Humankind has arrived at an unprecedented point in its history. After centuries of ramping up our economic production and increasing our ecological impact on the planet, we are now compelled to reverse course. Although sceptics remain, it has become clear that the expansion of our environmental impact cannot continue much longer.
This was brought home forcefully to many people in early 2004, when a Pentagon study on the security implications of climate change was made public. Although initial newspaper accounts were overblown, the study’s contents were sobering. The authors concluded that the earth’s carrying capacity was under serious threat. After considering an extreme but plausible climate change scenario, they projected a sharp drop in this carrying capacity, resulting in military confrontations over energy, food, and water.
At critical times like the current one, we need a new set of concepts to comprehend the novel situation.
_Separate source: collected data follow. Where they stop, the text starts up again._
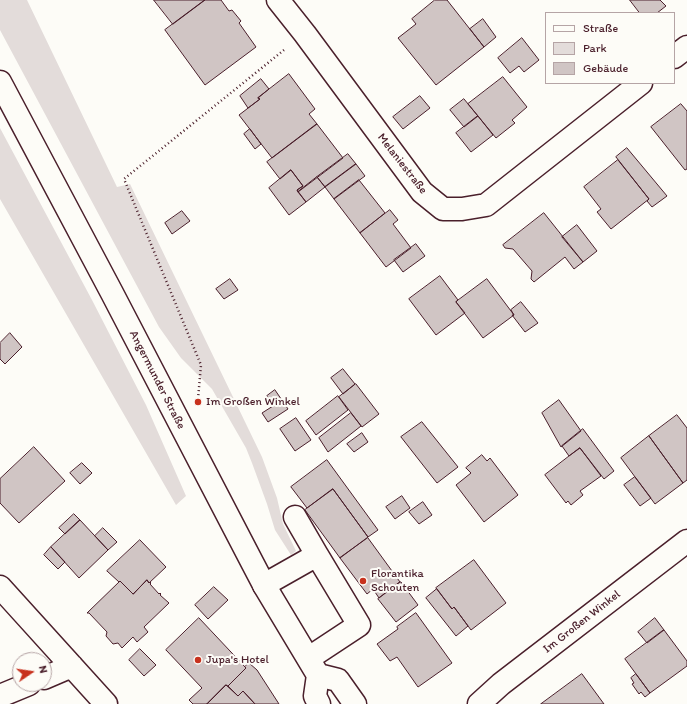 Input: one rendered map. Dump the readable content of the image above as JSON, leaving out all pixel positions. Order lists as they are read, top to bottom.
{
  "streets": {
    "street": ["Melaniestraße", "Angermunder Straße", "Im Großen Winkel"]
  },
  "places": ["Im Großen Winkel", "Florantika Schouten", "Jupa's Hotel"],
  "legend": ["Straße", "Park", "Gebäude"],
  "north": "right"
}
Samuel P. Huntington, for example, has offered a fresh way to look at global politics in his book The Clash of Civilizations and the Remaking of World Order. His thesis is that, in the post-Cold War world, the most useful way to view the international landscape is through the lens of contending civilizations, such as the Western, Islamic, and Chinese.
Huntington’s book has been badly misinterpreted, and he may or may not be right, but his work illustrates how a historical shift can spawn an alternative set of concepts for organising our thoughts and strategising our actions.
The end of the Cold War, however, was a mere historical shudder compared to the end of physical economic expansion. Consider that world population is projected to increase until about 2050, when over nine billion of us will inhabit the planet. Providing houses, refrigerators, and automobiles for everyone will surely not be feasible for ecological reasons, while expecting much of the globe to live in poverty is surely unethical.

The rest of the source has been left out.